▸ **TASK**
All of the entries should be written out again exactly.
**** RECORDS TO PROCESS ****
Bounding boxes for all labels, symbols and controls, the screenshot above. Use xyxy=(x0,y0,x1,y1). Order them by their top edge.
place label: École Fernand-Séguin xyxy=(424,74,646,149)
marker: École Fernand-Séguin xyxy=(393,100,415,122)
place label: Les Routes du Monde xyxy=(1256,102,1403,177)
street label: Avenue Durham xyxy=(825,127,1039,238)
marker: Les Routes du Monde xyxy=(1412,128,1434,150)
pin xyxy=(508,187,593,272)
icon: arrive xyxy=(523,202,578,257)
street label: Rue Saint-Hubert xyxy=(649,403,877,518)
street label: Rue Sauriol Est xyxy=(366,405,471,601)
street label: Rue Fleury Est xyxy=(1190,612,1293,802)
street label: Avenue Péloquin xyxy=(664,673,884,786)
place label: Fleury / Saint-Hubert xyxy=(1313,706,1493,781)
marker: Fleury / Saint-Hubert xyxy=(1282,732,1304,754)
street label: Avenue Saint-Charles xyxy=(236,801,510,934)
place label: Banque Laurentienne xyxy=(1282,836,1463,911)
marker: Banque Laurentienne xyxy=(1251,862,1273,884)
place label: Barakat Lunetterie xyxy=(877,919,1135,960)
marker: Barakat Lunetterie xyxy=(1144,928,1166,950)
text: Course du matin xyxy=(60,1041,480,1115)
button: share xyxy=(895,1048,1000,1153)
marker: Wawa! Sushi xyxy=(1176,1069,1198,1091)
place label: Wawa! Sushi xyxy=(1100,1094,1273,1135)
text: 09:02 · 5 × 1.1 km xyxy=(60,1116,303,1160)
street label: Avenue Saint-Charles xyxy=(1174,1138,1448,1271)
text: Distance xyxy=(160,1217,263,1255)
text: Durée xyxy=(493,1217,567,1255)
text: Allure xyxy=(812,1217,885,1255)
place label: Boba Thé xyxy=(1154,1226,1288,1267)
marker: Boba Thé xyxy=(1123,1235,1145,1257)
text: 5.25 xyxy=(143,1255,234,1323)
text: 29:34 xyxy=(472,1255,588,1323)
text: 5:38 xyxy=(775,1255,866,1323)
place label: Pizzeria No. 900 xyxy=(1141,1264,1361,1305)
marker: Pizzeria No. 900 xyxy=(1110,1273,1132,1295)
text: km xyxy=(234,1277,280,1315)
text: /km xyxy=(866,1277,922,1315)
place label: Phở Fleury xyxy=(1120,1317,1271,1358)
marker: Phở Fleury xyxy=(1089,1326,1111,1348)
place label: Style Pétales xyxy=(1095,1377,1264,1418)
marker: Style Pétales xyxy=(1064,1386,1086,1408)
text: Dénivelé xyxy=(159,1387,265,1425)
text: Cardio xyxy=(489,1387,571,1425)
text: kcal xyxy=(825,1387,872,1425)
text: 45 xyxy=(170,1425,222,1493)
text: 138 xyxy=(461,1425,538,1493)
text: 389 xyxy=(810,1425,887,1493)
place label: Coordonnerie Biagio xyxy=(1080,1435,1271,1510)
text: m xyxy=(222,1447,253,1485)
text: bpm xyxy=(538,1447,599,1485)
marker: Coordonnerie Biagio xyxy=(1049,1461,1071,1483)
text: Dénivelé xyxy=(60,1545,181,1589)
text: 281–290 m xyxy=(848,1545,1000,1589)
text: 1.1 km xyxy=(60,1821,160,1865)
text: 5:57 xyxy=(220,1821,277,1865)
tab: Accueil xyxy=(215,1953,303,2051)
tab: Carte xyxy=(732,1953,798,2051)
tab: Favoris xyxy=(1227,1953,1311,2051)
****
▸ **EXERCISE RESPONSE**
Bounding boxes for all labels, symbols and controls, the screenshot above. Use xyxy=(x0,y0,x1,y1). Order them by their top edge.
place label: École Fernand-Séguin xyxy=(424,74,646,149)
marker: École Fernand-Séguin xyxy=(393,100,415,122)
place label: Les Routes du Monde xyxy=(1256,102,1403,177)
street label: Avenue Durham xyxy=(825,127,1039,238)
marker: Les Routes du Monde xyxy=(1412,128,1434,150)
pin xyxy=(508,187,593,272)
icon: arrive xyxy=(523,202,578,257)
street label: Rue Saint-Hubert xyxy=(649,403,877,518)
street label: Rue Sauriol Est xyxy=(366,405,471,601)
street label: Rue Fleury Est xyxy=(1190,612,1293,802)
street label: Avenue Péloquin xyxy=(664,673,884,786)
place label: Fleury / Saint-Hubert xyxy=(1313,706,1493,781)
marker: Fleury / Saint-Hubert xyxy=(1282,732,1304,754)
street label: Avenue Saint-Charles xyxy=(236,801,510,934)
place label: Banque Laurentienne xyxy=(1282,836,1463,911)
marker: Banque Laurentienne xyxy=(1251,862,1273,884)
place label: Barakat Lunetterie xyxy=(877,919,1135,960)
marker: Barakat Lunetterie xyxy=(1144,928,1166,950)
text: Course du matin xyxy=(60,1041,480,1115)
button: share xyxy=(895,1048,1000,1153)
marker: Wawa! Sushi xyxy=(1176,1069,1198,1091)
place label: Wawa! Sushi xyxy=(1100,1094,1273,1135)
text: 09:02 · 5 × 1.1 km xyxy=(60,1116,303,1160)
street label: Avenue Saint-Charles xyxy=(1174,1138,1448,1271)
text: Distance xyxy=(160,1217,263,1255)
text: Durée xyxy=(493,1217,567,1255)
text: Allure xyxy=(812,1217,885,1255)
place label: Boba Thé xyxy=(1154,1226,1288,1267)
marker: Boba Thé xyxy=(1123,1235,1145,1257)
text: 5.25 xyxy=(143,1255,234,1323)
text: 29:34 xyxy=(472,1255,588,1323)
text: 5:38 xyxy=(775,1255,866,1323)
place label: Pizzeria No. 900 xyxy=(1141,1264,1361,1305)
marker: Pizzeria No. 900 xyxy=(1110,1273,1132,1295)
text: km xyxy=(234,1277,280,1315)
text: /km xyxy=(866,1277,922,1315)
place label: Phở Fleury xyxy=(1120,1317,1271,1358)
marker: Phở Fleury xyxy=(1089,1326,1111,1348)
place label: Style Pétales xyxy=(1095,1377,1264,1418)
marker: Style Pétales xyxy=(1064,1386,1086,1408)
text: Dénivelé xyxy=(159,1387,265,1425)
text: Cardio xyxy=(489,1387,571,1425)
text: kcal xyxy=(825,1387,872,1425)
text: 45 xyxy=(170,1425,222,1493)
text: 138 xyxy=(461,1425,538,1493)
text: 389 xyxy=(810,1425,887,1493)
place label: Coordonnerie Biagio xyxy=(1080,1435,1271,1510)
text: m xyxy=(222,1447,253,1485)
text: bpm xyxy=(538,1447,599,1485)
marker: Coordonnerie Biagio xyxy=(1049,1461,1071,1483)
text: Dénivelé xyxy=(60,1545,181,1589)
text: 281–290 m xyxy=(848,1545,1000,1589)
text: 1.1 km xyxy=(60,1821,160,1865)
text: 5:57 xyxy=(220,1821,277,1865)
tab: Accueil xyxy=(215,1953,303,2051)
tab: Carte xyxy=(732,1953,798,2051)
tab: Favoris xyxy=(1227,1953,1311,2051)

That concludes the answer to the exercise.